MeanStdFilter Observation filter also normalizes action mask

I’m attempting to use the MeanStdFilter observation filter with an environment that uses action masking and I believe the filter is also normalizing the action mask. I’m using ray 0.8.5 with tensorflow 1.15.4. Here is a script to recreate the issue:

import argparse
import random
import numpy as np
import gym
from gym.spaces import Box, Discrete, Dict, Tuple

import ray
from ray import tune
from ray.rllib.models import ModelCatalog
from ray.rllib.models.tf.fcnet_v2 import FullyConnectedNetwork
from ray.rllib.models.tf.tf_modelv2 import TFModelV2
from ray.tune.registry import register_env
from ray.rllib.utils import try_import_tf
import ray.rllib.agents.ppo as ppo

tf = try_import_tf()

class ActionMaskingCartpole(gym.Env):

    def __init__(self):
        self.action_space = Tuple([Discrete(2), Discrete(5)])
        self.wrapped = gym.make("CartPole-v0")

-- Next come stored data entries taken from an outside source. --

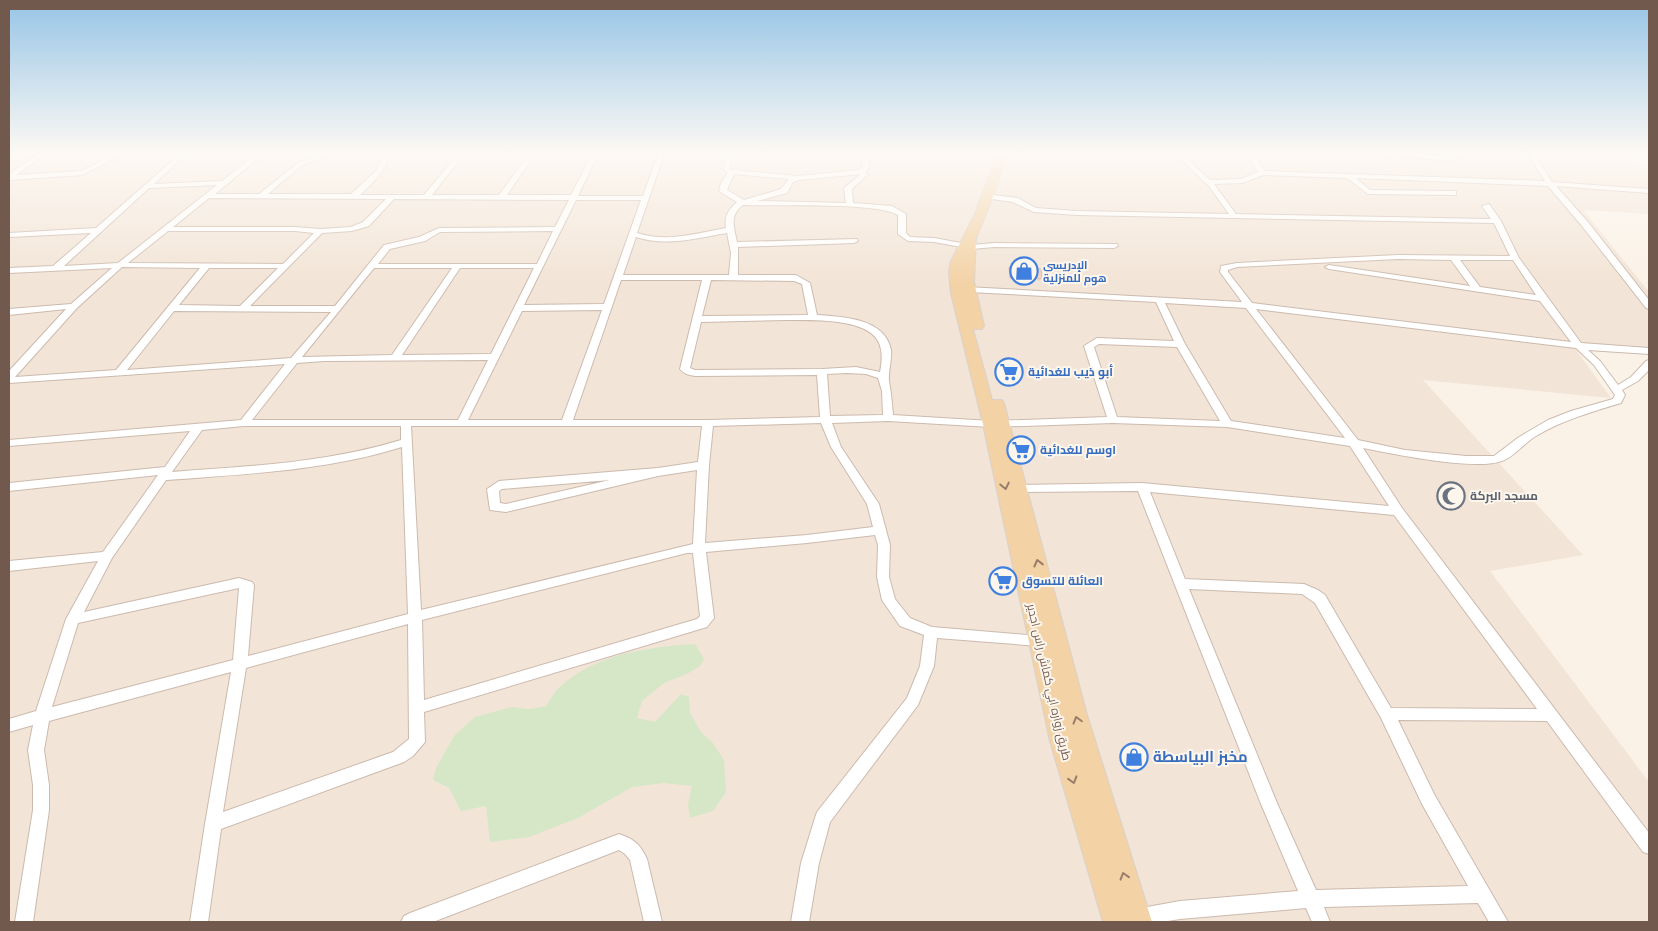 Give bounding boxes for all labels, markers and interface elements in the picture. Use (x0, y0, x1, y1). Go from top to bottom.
shop icon: الإدريسي هوم للمنزلية (1009, 256, 1039, 286)
place label: الإدريسي هوم للمنزلية (1043, 258, 1107, 286)
supermarket icon: أبو ذيب للغدائية (994, 357, 1024, 387)
place label: أبو ذيب للغدائية (1028, 364, 1113, 380)
supermarket icon: اوسم للغدائية (1006, 435, 1036, 465)
place label: اوسم للغدائية (1040, 442, 1116, 458)
one-way arrow (999, 481, 1009, 490)
mosque icon: مسجد البركة (1436, 481, 1466, 511)
place label: مسجد البركة (1470, 488, 1538, 504)
one-way arrow (1033, 558, 1044, 567)
supermarket icon: العائلة للتسوق (988, 566, 1018, 596)
place label: العائلة للتسوق (1022, 573, 1103, 589)
street label: طريق زواره ابي كماش راس اجدير (1021, 601, 1075, 763)
one-way arrow (1073, 717, 1083, 725)
shop icon: مخبز البياسطة (1119, 742, 1149, 772)
place label: مخبز البياسطة (1153, 747, 1248, 767)
one-way arrow (1068, 776, 1078, 784)
one-way arrow (1120, 872, 1130, 880) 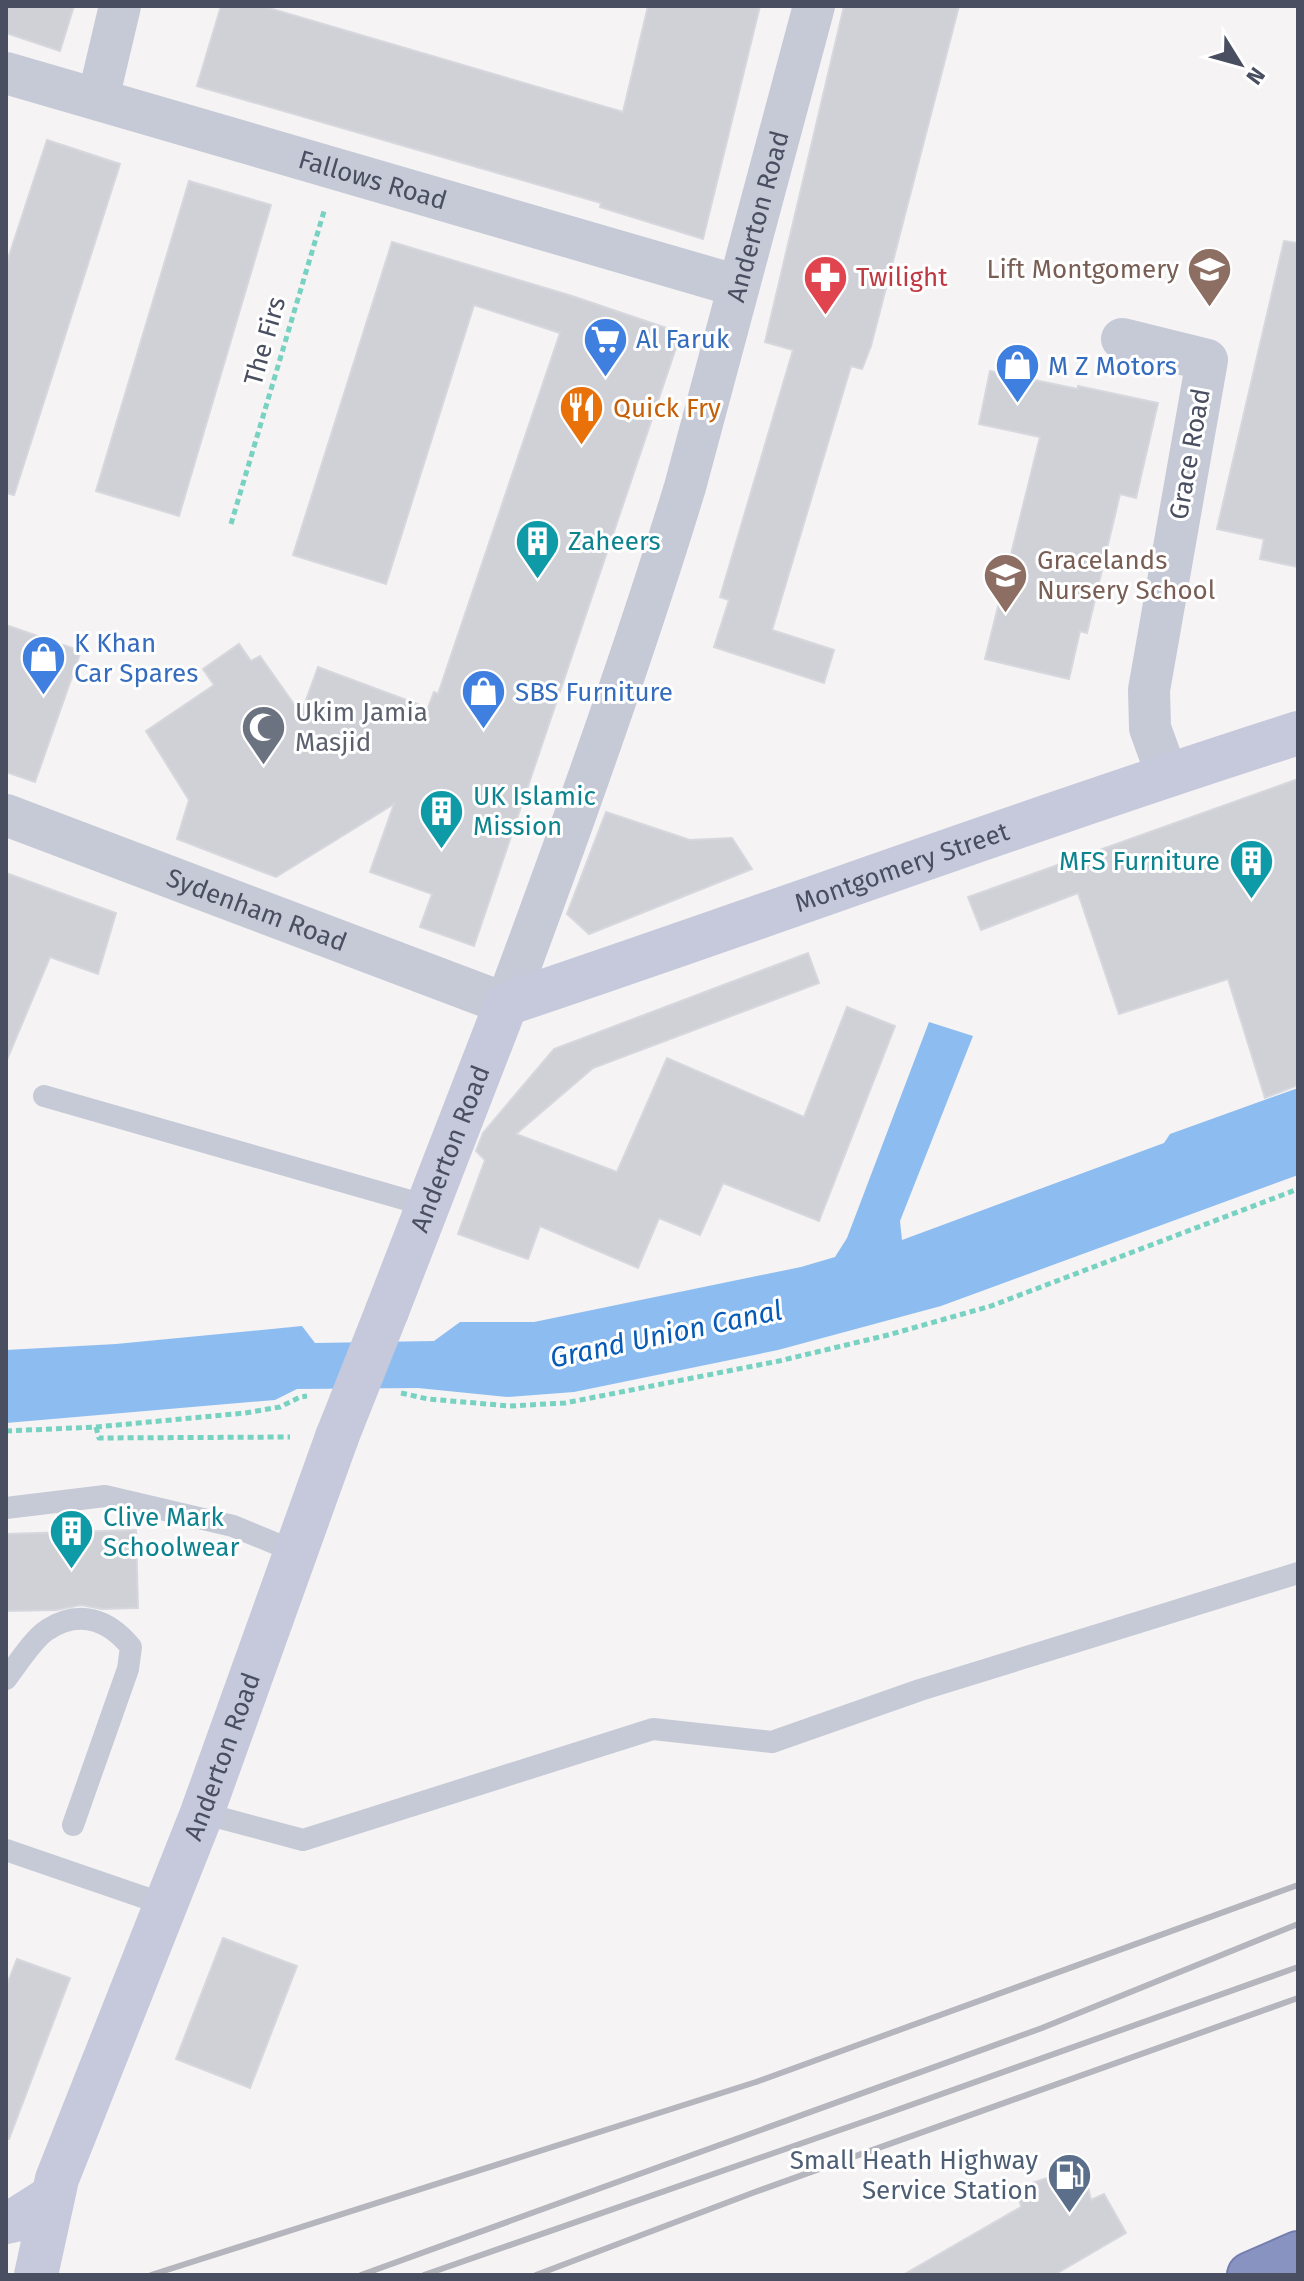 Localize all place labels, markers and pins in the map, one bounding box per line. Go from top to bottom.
school or university icon: Lift Montgomery [1186,245,1234,308]
pharmacy icon: Twilight [801,253,849,316]
place label: Lift Montgomery [987,254,1179,285]
place label: Twilight [856,262,948,293]
supermarket icon: Al Faruk [581,315,629,378]
place label: Al Faruk [636,324,730,355]
shop icon: M Z Motors [993,342,1041,405]
place label: M Z Motors [1048,351,1177,382]
restaurant icon: Quick Fry [558,384,606,447]
place label: Quick Fry [613,393,721,424]
building icon: Zaheers [513,517,561,580]
place label: Zaheers [568,526,661,557]
place label: Gracelands Nursery School [1037,545,1216,606]
school or university icon: Gracelands Nursery School [982,551,1030,614]
place label: K Khan Car Spares [74,628,198,689]
shop icon: K Khan Car Spares [19,634,67,697]
shop icon: SBS Furniture [460,668,508,731]
place label: SBS Furniture [515,677,673,708]
place label: Ukim Jamia Masjid [295,697,428,758]
mosque icon: Ukim Jamia Masjid [240,703,288,766]
place label: UK Islamic Mission [473,781,596,842]
building icon: UK Islamic Mission [418,787,466,850]
building icon: MFS Furniture [1227,837,1275,900]
place label: MFS Furniture [1059,846,1220,877]
place label: Clive Mark Schoolwear [103,1502,240,1563]
building icon: Clive Mark Schoolwear [48,1508,96,1571]
place label: Small Heath Highway Service Station [790,2145,1038,2206]
fuel station icon: Small Heath Highway Service Station [1045,2151,1093,2214]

        self.observation_space = Dict({
            "action_mask": Tuple([Box(0, 1, shape=(x.n,)) for x in self.action_space.spaces]),
            "state": self.wrapped.observation_space,
        })

    def update_avail_actions(self):
        pass

    def reset(self):
        self.update_avail_actions()
        
        return {
            "action_mask": [np.array([1.] * x.n) for x in self.action_space.spaces],
            "state": self.wrapped.reset(),
        }

    def step(self, action):
        actual_action = action[0]

        orig_obs, rew, done, info = self.wrapped.step(actual_action)
        self.update_avail_actions()

        obs = {
            "action_mask": [np.array([1.] * x.n) for x in self.action_space.spaces],
            "state": orig_obs,
        }
        return obs, rew, done, info

class ActionMaskingModel(TFModelV2):
    def __init__(self, obs_space, action_space, num_outputs, model_config, name, true_obs_shape=(4,), **kw):
        super(ActionMaskingModel, self).__init__(
            obs_space, action_space, num_outputs, model_config, name, **kw)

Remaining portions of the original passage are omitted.